‘Green Scissors’ Would Cut $380 Billion from Environmentally Harmful Spending

Published August 25, 2011

The federal government could cut $380 billion of spending over five years to save taxpayers money and protect the environment, say a group of environmental and fiscal watchdog organizations that call themselves the Green Scissors coalition.

“These are commonsense cuts. Outside of the Beltway, these are things people agree don’t make sense,” said Ryan Alexander, president of coalition member Taxpayers for Common Sense. Other members include Friends of the Earth, consumer watchdog Public Citizen, and free-market think tank The Heartland Institute, which publishes Budget & Tax News.

“Lawmakers across the political spectrum should be scrambling to eliminate these examples of wasteful spending and unnecessary tax breaks that are squandering our precious tax dollars while the nation is staring into a chasm of debt,” said Alexander.

Ethanol, Other Energy Subsidies

On the chopping block would be subsidies for ethanol and many other alternative energy, oil and gas industry, and nuclear energy subsidies. The coalition also recommends cuts to poorly conceived road projects, U.S. Army Corps of Engineers water projects, and government support for crop insurance and flood insurance.

Heartland Institute Vice President Eli Lehrer, whose area of expertise is insurance, says crop insurance encourages the tilling of marginal lands that would be better left in their natural state. The National Flood Insurance Program is $18 billion in debt and encourages development in areas at high risk of flooding, resulting in worse damage when flooding occurs, he says. Many high-risk flood areas also are environmentally sensitive, another reason government should not subsidize development in those areas.

The Green Scissors coalition announced their recommendation at a press conference Aug. 24 in Chicago. On hand to lend support was Rep. Earl Blumenauer (D-OR), who said, “The 2011 Green Scissors Report is a reminder that it’s time for Congress to have a serious, rational discussion about cutting the budget.”

‘Good Place to Start’

On the other side of the political aisle is Rep. Tom Petri (R-WI), who said, “The Green Scissors report is full of recommendations that will help us be good stewards of the environment while also being good stewards of taxpayer dollars. While we won’t all agree on every proposed cut, the report’s recommendations are a good place to start as we look for ways to put our nation on a more sustainable fiscal path.”

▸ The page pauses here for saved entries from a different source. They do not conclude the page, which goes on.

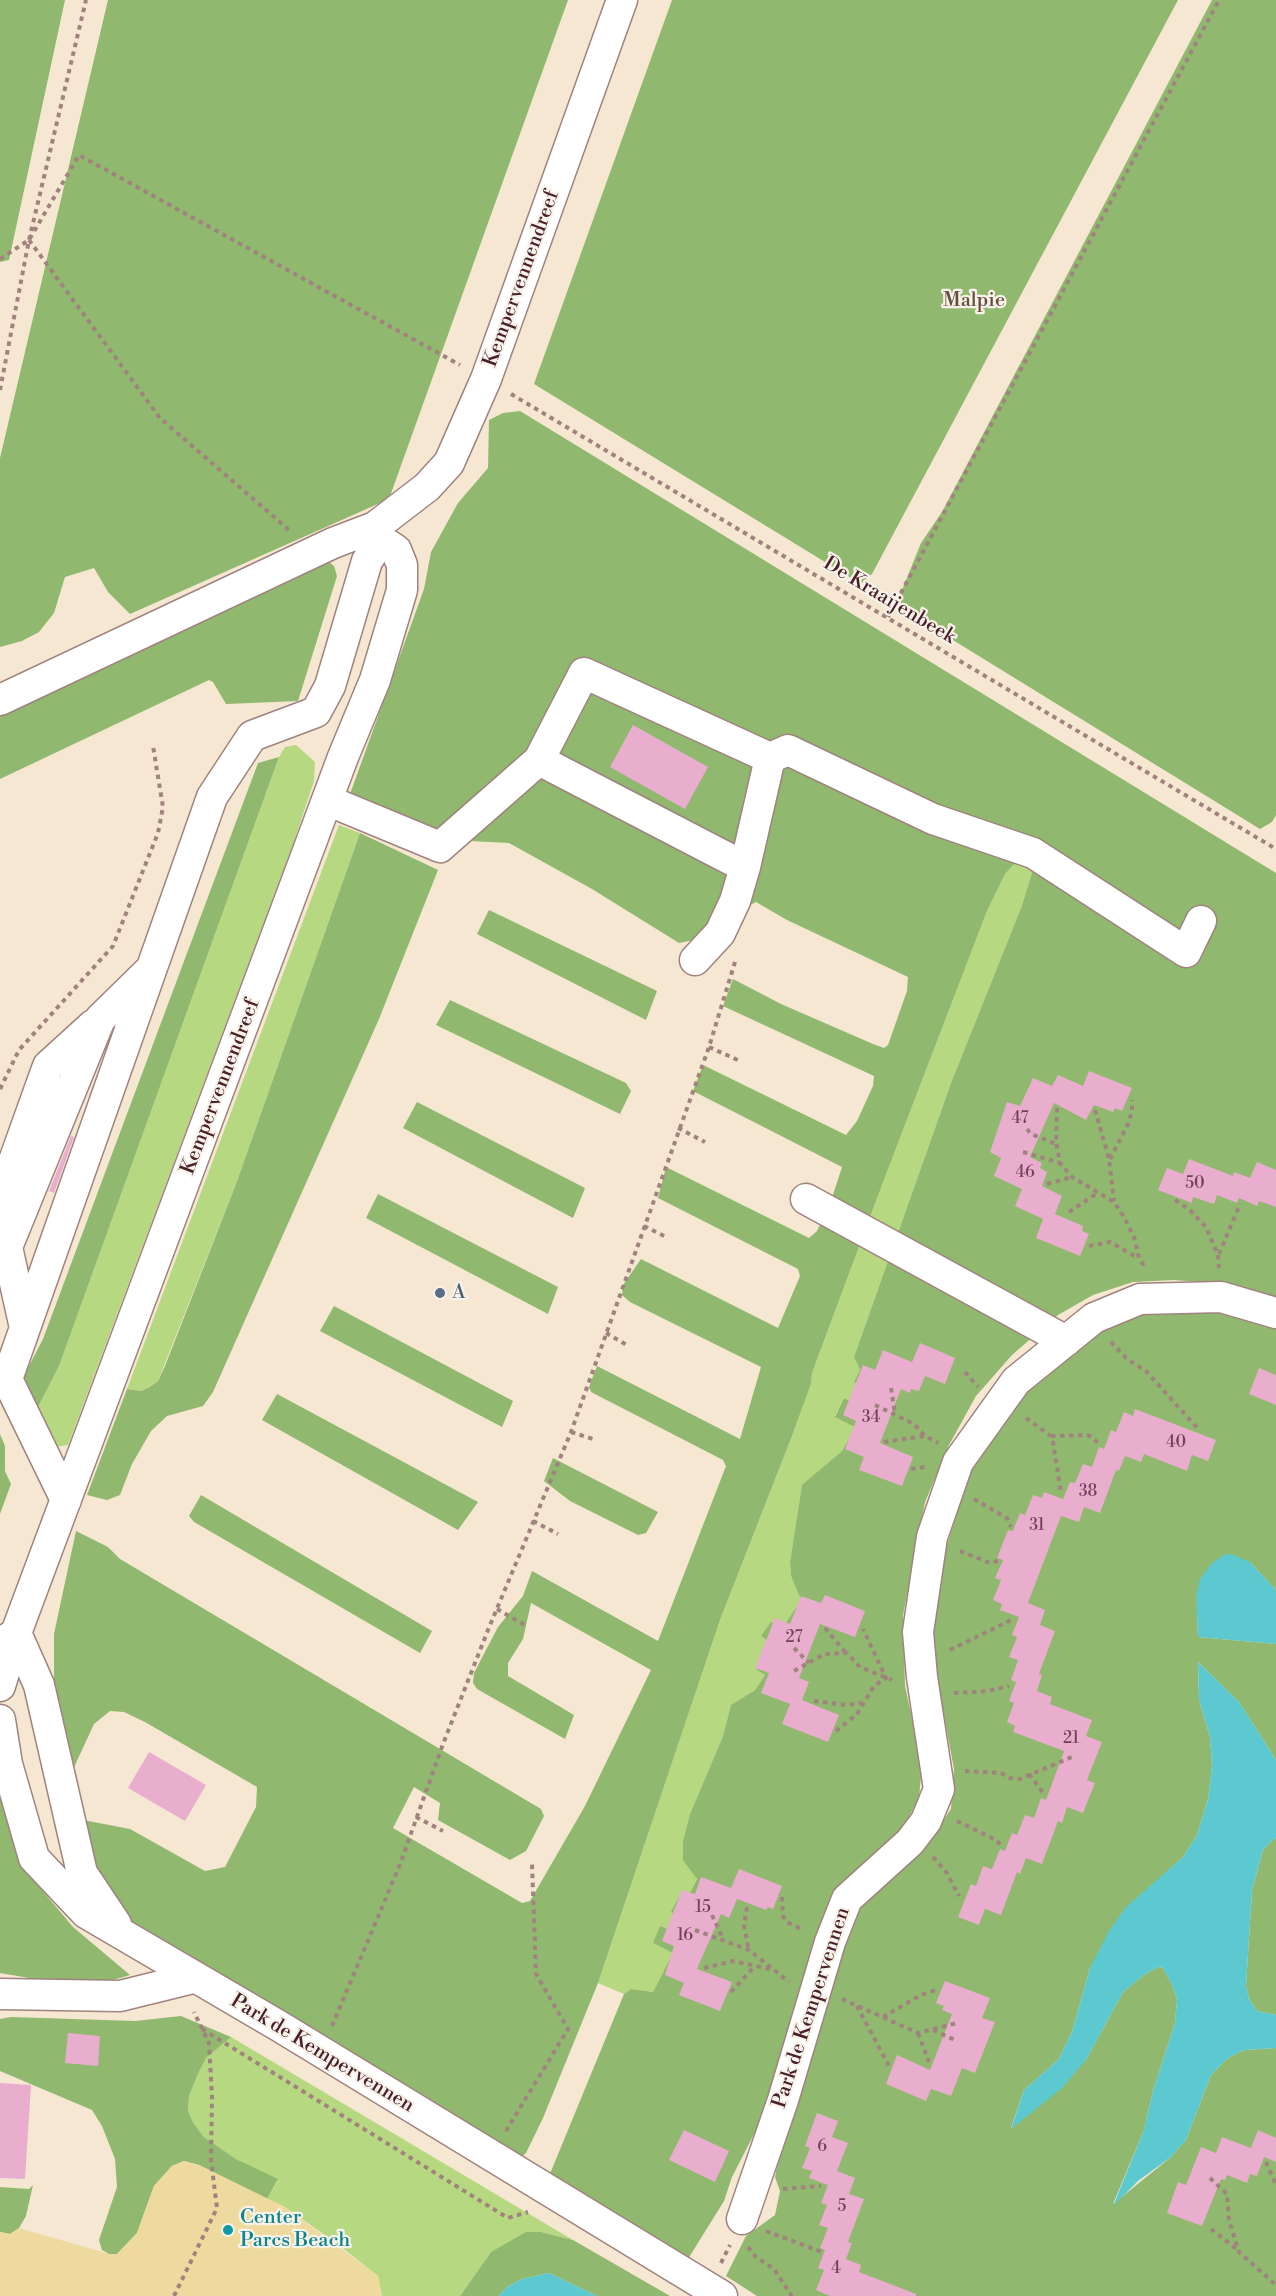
<!DOCTYPE html>
<style>
body{margin:0}
canvas{display:block;background:#f5e7d2}
</style>
<canvas width="1276" height="2296"></canvas>
<script>
const c = document.querySelector('canvas').getContext('2d');
c.lineJoin = 'round';
function fillPath(path, color) {
  c.fillStyle = color;
  c.fill(path, 'evenodd');
}
function toPath(rows) {
  const path = new Path2D();
  for (const r of rows) {
    path.moveTo(r[0], r[1]);
    for (let i = 2; i < r.length; i += 2) path.lineTo(r[i], r[i + 1]);
  }
  return path;
}
function trace(path, color, width, dash) {
  c.strokeStyle = color;
  c.lineWidth = width;
  c.lineCap = dash ? 'butt' : 'round';
  c.setLineDash(dash || []);
  c.stroke(path);
}
function label(font, color, halo, rows, align = 'center') {
  c.font = font + ' "Libre Bodoni",serif';
  c.lineWidth = 4.5;
  c.setLineDash([]);
  c.textBaseline = 'middle';
  c.strokeStyle = halo;
  c.fillStyle = color;
  for (const [text, x, y, turn = 0] of rows) {
    c.save();
    c.translate(x, y);
    c.rotate((+turn || 0) * Math.PI / 180);
    c.textAlign = isNaN(turn) ? turn : align;
    if (halo) c.strokeText(text, 0, 0);
    c.fillText(text, 0, 0);
    c.restore();
  }
}
const green = toPath([
 [296,745,315,762,314,781,292,847,68,1445,48,1448,35,1413,59,1366,279,757,285,747],
 [339,825,360,833,236,1184,158,1381,141,1391,127,1389],
 [1029,861,1032,873,1021,908,951,1083,854,1357,860,1370,862,1387,854,1403,844,1398,835,1416,855,1426,842,1451,802,1486,790,1562,791,1576,801,1600,782,1630,761,1636,774,1646,756,1668,765,1675,755,1690,731,1705,723,1736,690,1814,697,1878,671,1931,653,1943,674,1952,653,1992,631,1989,624,1994,598,1983,720,1620,792,1436,811,1384,812,1373,885,1177,987,911,1005,874,1016,862],
 [231,2037,573,2240,541,2232,491,2252,460,2296,382,2296,378,2276,336,2243,285,2207,267,2199,278,2180,236,2159,204,2137,194,2124,188,2111,189,2096,197,2076,206,2058]
]);
const forest = toPath([
 [0,0,65,0,9,260,0,262],
 [108,0,568,0,389,499,130,614,108,592,94,568,65,577,54,613,39,632,22,641,0,647,0,458],
 [672,0,1178,0,872,574,861,584,534,384],
 [1212,0,1276,0,1276,815,1272,822,1260,829,896,605,921,543,942,512],
 [520,411,1276,873,1276,1297,1227,1284,1174,1280,1133,1282,1093,1295,1058,1315,1012,1355,976,1396,949,1445,925,1502,903,1615,905,1686,922,1765,919,1798,901,1832,810,1974,786,2036,766,2111,732,2177,724,2201,688,2259,547,2181,624,1994,631,1989,653,1992,673,1953,653,1943,660,1926,670,1930,678,1916,671,1912,679,1897,686,1900,697,1879,683,1860,683,1842,690,1814,723,1736,731,1705,755,1690,765,1675,756,1669,774,1646,761,1636,771,1622,782,1629,801,1600,791,1576,790,1562,802,1485,842,1451,855,1427,835,1417,844,1398,854,1403,861,1386,854,1382,860,1370,854,1357,951,1083,1021,908,1032,873,1029,861,1016,862,1005,874,987,911,885,1177,812,1373,811,1384,792,1436,720,1620,598,1983,543,2118,526,2153,514,2164,118,1916,102,1898,83,1820,130,1829,205,1871,225,1867,256,1807,257,1787,145,1722,124,1712,110,1711,94,1724,69,1778,54,1689,54,1634,76,1531,108,1547,120,1559,541,1809,544,1816,526,1851,510,1860,438,1820,440,1803,414,1787,393,1828,522,1903,530,1901,585,1806,651,1670,531,1603,523,1639,508,1663,508,1676,574,1715,565,1739,477,1689,473,1683,474,1673,498,1627,523,1596,532,1571,658,1641,726,1466,723,1460,591,1392,589,1387,597,1366,740,1439,761,1367,630,1302,622,1295,623,1285,641,1259,778,1328,800,1276,798,1269,658,1198,666,1167,809,1238,817,1231,830,1204,842,1167,693,1091,703,1065,846,1135,857,1121,873,1086,874,1076,723,1006,733,979,781,1004,873,1044,884,1048,888,1045,907,991,908,977,787,920,756,902,725,919,699,939,679,943,592,889,509,843,451,840,350,794,424,589,431,552,458,503,488,468,489,420,503,413],
 [329,562,334,566,337,576,298,701,226,704,213,682,209,680,0,779,0,712,316,563],
 [279,757,59,1366,35,1413,19,1385,43,1339,258,763],
 [360,833,438,870,379,1019,213,1392,203,1406,167,1416,151,1431,132,1464,120,1495,107,1500,87,1495,127,1389,141,1391,149,1387,158,1381,165,1366,236,1184],
 [489,910,657,991,646,1020,477,934],
 [450,1000,626,1083,631,1091,620,1114,436,1025],
 [417,1102,585,1188,573,1218,403,1128],
 [378,1194,558,1287,548,1314,366,1218],
 [334,1306,513,1401,502,1427,320,1331],
 [1204,1306,1276,1326,1276,1590,1250,1562,1197,1616,1198,1637,1276,1644,1276,1760,1239,1702,1198,1662,1199,1700,1210,1737,1212,1766,1208,1799,1197,1835,1183,1857,1161,1877,1090,1968,1072,2032,1059,2059,1024,2090,1011,2128,1086,2060,1123,1992,1144,1975,1158,1967,1163,1968,1173,1987,1177,2000,1175,2023,1153,2091,1144,2130,1113,2204,1171,2157,1186,2140,1211,2075,1228,2058,1244,2050,1276,2048,1276,2296,757,2296,726,2276,746,2236,775,2215,780,2191,775,2177,782,2141,833,1967,862,1902,895,1876,926,1846,951,1809,954,1769,934,1661,929,1601,978,1449,1029,1376,1120,1317],
 [277,1394,478,1502,458,1530,262,1420],
 [0,1434,5,1446,5,1471,11,1484,0,1514],
 [553,1458,658,1512,646,1533,638,1535,570,1501,544,1481],
 [201,1495,432,1631,420,1653,194,1522,189,1516],
 [0,1766,26,1871,73,1927,130,1975,106,1982,35,1979,0,1973],
 [1276,1837,1276,2015,1257,2011,1249,1999,1246,1985,1252,1890,1263,1850],
 [181,2016,231,2037,206,2058,197,2076,189,2096,188,2111,194,2124,204,2137,236,2159,278,2179,267,2199,199,2165,184,2161,172,2166,154,2186,137,2233,117,2254,109,2254,102,2250,99,2240,117,2187,115,2159,102,2126,92,2110,0,2071,0,2019,11,2017,135,2021],
 [33,2185,26,2216,19,2228,10,2234,0,2232,0,2187,29,2189],
 [526,2232,541,2232,573,2240,670,2296,597,2296,549,2273,522,2279,507,2287,499,2296,460,2296,491,2252]
]);
const sand = toPath([
 [184,2161,199,2165,285,2207,378,2276,382,2296,0,2296,0,2232,10,2234,19,2228,109,2254,117,2254,137,2233,154,2186,172,2166]
]);
const water = toPath([
 [1231,1554,1250,1562,1276,1590,1276,1644,1198,1637,1196,1596,1200,1579,1212,1563,1223,1555],
 [1198,1662,1239,1702,1276,1760,1276,1837,1263,1850,1252,1890,1246,1985,1249,1999,1257,2011,1276,2015,1276,2048,1244,2050,1228,2058,1211,2075,1186,2140,1171,2157,1138,2181,1113,2206,1144,2130,1153,2091,1175,2023,1177,2000,1173,1987,1163,1968,1158,1967,1144,1975,1123,1992,1086,2060,1061,2089,1011,2129,1024,2090,1059,2059,1072,2032,1090,1968,1109,1931,1126,1907,1183,1857,1197,1835,1208,1799,1212,1766,1210,1737,1199,1700],
 [549,2273,597,2296,499,2296,507,2287,522,2279]
]);
const building = toPath([
 [633,725,708,767,685,809,610,767],
 [1089,1071,1132,1088,1122,1111,1115,1108,1113,1112,1094,1105,1086,1120,1054,1103,1030,1157,1042,1163,1040,1168,1047,1172,1042,1186,1062,1196,1055,1214,1083,1226,1082,1231,1089,1234,1080,1256,1036,1238,1043,1219,1015,1206,1022,1189,994,1176,1001,1158,990,1152,1007,1102,1020,1106,1033,1078,1052,1086,1058,1075,1083,1086],
 [71,1136,74,1137,54,1193,49,1191],
 [1189,1159,1233,1176,1234,1172,1250,1178,1257,1162,1276,1170,1276,1207,1259,1201,1257,1206,1239,1198,1237,1203,1217,1195,1214,1204,1193,1197,1192,1203,1158,1190,1167,1168,1183,1174],
 [920,1343,955,1358,945,1384,925,1376,919,1391,911,1389,910,1393,901,1389,880,1443,913,1457,902,1486,859,1470,864,1457,845,1449,856,1421,843,1415,863,1365,875,1370,883,1350,912,1362],
 [1259,1368,1276,1375,1276,1405,1249,1394],
 [1135,1409,1216,1440,1208,1461,1192,1455,1187,1471,1144,1454,1141,1462,1125,1456,1119,1471,1116,1470,1100,1513,1084,1507,1079,1522,1061,1516,1028,1603,1045,1610,1040,1625,1055,1631,1039,1674,1042,1675,1037,1691,1052,1697,1050,1704,1092,1720,1086,1736,1102,1742,1087,1780,1095,1783,1083,1813,1067,1807,1062,1823,1058,1821,1042,1864,1026,1858,1020,1874,1017,1872,1001,1915,985,1909,979,1925,958,1917,971,1884,976,1886,983,1866,992,1869,1000,1849,1005,1851,1012,1833,1017,1835,1025,1815,1034,1818,1041,1798,1046,1800,1064,1751,1013,1732,1015,1726,1007,1722,1014,1703,1009,1701,1016,1682,1011,1680,1018,1660,1009,1657,1017,1637,1012,1635,1019,1617,1000,1610,1002,1604,993,1600,1001,1580,995,1578,1003,1560,997,1558,1008,1530,1013,1531,1020,1513,1025,1515,1033,1495,1042,1498,1044,1492,1063,1499,1070,1482,1075,1483,1083,1464,1092,1467,1099,1447,1104,1449,1111,1430,1116,1432,1124,1412,1133,1416],
 [825,1595,865,1611,855,1637,820,1624,799,1678,809,1682,802,1700,839,1715,828,1742,782,1724,790,1704,761,1693,769,1673,755,1668,775,1618,790,1624,801,1596,821,1603],
 [149,1752,206,1785,185,1821,128,1788],
 [739,1869,782,1886,773,1909,768,1907,766,1910,737,1899,729,1918,721,1914,697,1969,732,1982,720,2011,679,1995,684,1983,665,1975,674,1946,662,1941,682,1890,695,1894,701,1877,731,1888],
 [945,1981,990,1998,982,2018,995,2022,975,2073,962,2068,951,2096,931,2089,926,2101,886,2084,897,2055,930,2070,952,2014,942,2010,944,2006,936,2003],
 [68,2033,100,2036,98,2066,65,2063],
 [0,2083,31,2085,25,2179,0,2178],
 [817,2113,838,2121,832,2137,848,2143,837,2171,855,2178,849,2194,864,2199,848,2242,852,2243,846,2259,861,2265,859,2272,916,2294,916,2296,830,2296,816,2290,824,2270,818,2268,825,2250,820,2248,828,2228,819,2225,827,2205,821,2203,828,2185,809,2178,812,2171,802,2168,810,2148,805,2146],
 [684,2130,729,2151,715,2182,669,2160],
 [1258,2130,1276,2138,1276,2162,1264,2157,1257,2176,1250,2174,1247,2183,1227,2175,1225,2180,1221,2179,1202,2226,1167,2213,1178,2182,1186,2185,1201,2147,1216,2153,1222,2137,1251,2148]
]);
const path = toPath([
 [29,240,160,418,289,530],
 [0,259,29,240,79,155,460,365],
 [0,390,29,240,86,0],
 [511,394,1276,849],
 [888,617,1219,0],
 [709,1047,740,1061],
 [0,1089,19,1050,113,946,158,833,163,807,153,746],
 [1057,1108,1056,1141,1060,1163,1072,1177,1114,1202,1124,1217,1134,1237,1139,1258,1146,1269],
 [1095,1110,1109,1159,1114,1201],
 [678,1128,705,1142],
 [1027,1129,1031,1134,1056,1144],
 [1023,1152,1060,1163],
 [1110,1159,1128,1124,1132,1111,1132,1100],
 [1047,1184,1072,1177],
 [1175,1200,1189,1209,1206,1227,1218,1255,1219,1268],
 [1069,1212,1096,1194],
 [644,1226,668,1238],
 [1089,1246,1110,1242,1138,1258],
 [1219,1254,1240,1204],
 [606,1333,627,1345],
 [1111,1342,1126,1358,1147,1372,1199,1430],
 [965,1372,978,1387],
 [891,1388,895,1414],
 [875,1405,914,1424,925,1436,938,1443],
 [1026,1418,1051,1436,1053,1442,1061,1493],
 [571,1432,593,1439],
 [1051,1436,1088,1435,1100,1444],
 [884,1442,925,1436],
 [911,1469,925,1467],
 [974,1499,1007,1518,1011,1527],
 [533,1521,558,1534],
 [960,1551,990,1563,998,1561],
 [497,1609,528,1627],
 [825,1628,846,1653],
 [794,1648,809,1663],
 [950,1650,1013,1619],
 [794,1671,824,1654,847,1653,860,1667,892,1680],
 [954,1693,988,1691,1009,1686],
 [814,1701,847,1705,861,1703],
 [836,1731,857,1714,874,1686,886,1678,863,1629],
 [965,1771,1001,1773,1010,1778,1020,1779,1072,1757],
 [1029,1774,1044,1794],
 [416,1817,443,1831],
 [957,1821,996,1840,1003,1847],
 [933,1857,947,1873,959,1896],
 [782,1897,783,1916,787,1922,803,1930],
 [747,1907,744,1926,749,1950],
 [712,1915,723,1939],
 [695,1930,749,1950,789,1982],
 [704,1968,733,1961,770,1969],
 [731,1992,755,1966],
 [842,1999,918,2033,957,2023],
 [857,2006,889,2066],
 [883,2017,921,1995,936,1990],
 [332,2026,399,1867,443,1744,488,1630,571,1432,709,1047,735,962],
 [202,2029,508,2218,528,2212],
 [933,2030,957,2041],
 [918,2033,929,2062],
 [506,2131,568,2029,536,1974,532,1864],
 [1266,2162,1276,2185],
 [1210,2178,1227,2194,1229,2221,1239,2252,1276,2285],
 [783,2189,821,2186],
 [1211,2229,1239,2251],
 [766,2231,822,2252],
 [748,2247,756,2257,774,2269,792,2296],
 [721,2263,730,2245],
 [174,2296,217,2208,211,2160,212,2096,209,2043,194,2012]
]);
const minor = toPath([
 [0,700,333,543,375,527,427,487,449,463,486,379,622,0],
 [539,760,745,867,770,758],
 [329,801,440,847,539,760,584,673,770,758,788,750,933,819,1033,853,1186,952,1201,921],
 [695,960,720,933,735,901,745,867],
 [806,1199,1066,1341],
 [7,1243,1,1197,48,1066,93,1025],
 [25,1328,7,1247,100,1019,148,972],
 [66,1500,7,1379,212,797,252,736,316,712,330,686,367,561,381,540],
 [16,1633,39,1685,82,1873,116,1924],
 [0,1644,16,1633,343,757,375,680,402,590,402,565,396,550,381,540,375,527],
 [0,1686,16,1633],
 [0,1720,7,1764,34,1858,86,1913,279,2026,722,2296],
 [0,1994,120,1996,193,1978],
 [742,2219,783,2100,830,1942,847,1899,910,1842,926,1821,939,1789,922,1677,918,1632,932,1537,958,1462,1016,1381,1094,1318,1140,1299,1221,1297,1276,1313]
]);
const markers = [
 [440,1293,6,"#5c6f8a"],
 [228,2230,6,"#0f9aa8"]
];
const numberNames = [
 ["47",1020,1119],
 ["46",1025,1173],
 ["50",1195,1184],
 ["34",871,1418],
 ["40",1176,1443],
 ["38",1088,1492],
 ["31",1037,1526],
 ["27",794,1638],
 ["21",1071,1739],
 ["15",703,1908],
 ["16",685,1936],
 ["6",822,2147],
 ["5",842,2207],
 ["4",836,2269]
];
const streetNames = [
 ["Kempervennendreef",522,279,-70],
 ["De Kraaijenbeek",889,601,31],
 ["Kempervennendreef",221,1087,-69],
 ["Park de Kempervennen",812,2008,-72],
 ["Park de Kempervennen",322,2054,31]
];
const parkNames = [
 ["Malpie",974,301]
];
const serviceNames = [
 ["A",452,1293]
];
const cultureNames = [
 ["Center",240,2218],
 ["Parcs Beach",240,2241]
];
fillPath(green, '#b6d880');
fillPath(forest, '#90b86e');
fillPath(sand, '#eeda9e');
fillPath(water, '#5cc9d0');
fillPath(building, '#e9adce');
trace(minor, '#a0837e', 33);
trace(path, '#a0837e', 4, [4.5, 4.5]);
trace(minor, '#fff', 30);
for (const [x, y, r, color] of markers) {
  const dot = new Path2D();
  dot.arc(x, y, r, 0, 2 * Math.PI);
  c.fillStyle = color;
  c.fill(dot);
  trace(dot, '#f7f3e8', 2);
}
label('16px', '#724254', null, numberNames);
label('20px', '#4a1f2b', '#f7f3e8', streetNames);
label('20px', '#654d40', '#f7f3e8', parkNames);
label('20px', '#4e5e75', '#f7f3e8', serviceNames, 'left');
label('20px', '#0d838f', '#f7f3e8', cultureNames, 'left');
</script>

“We can go a long way toward solving our nation’s budget problems by cutting spending that harms the environment, and this report provides the Super Committee with a road map,” said Friends of the Earth climate and energy tax analyst Ben Schreiber. The Super Committee is made up of 12 members of Congress who in November are supposed to recommend $1.2 trillion of spending cuts over 10 years.

“At a time of great polarization, Super Committee members can and should find common ground by ending wasteful polluter giveaways,” he said.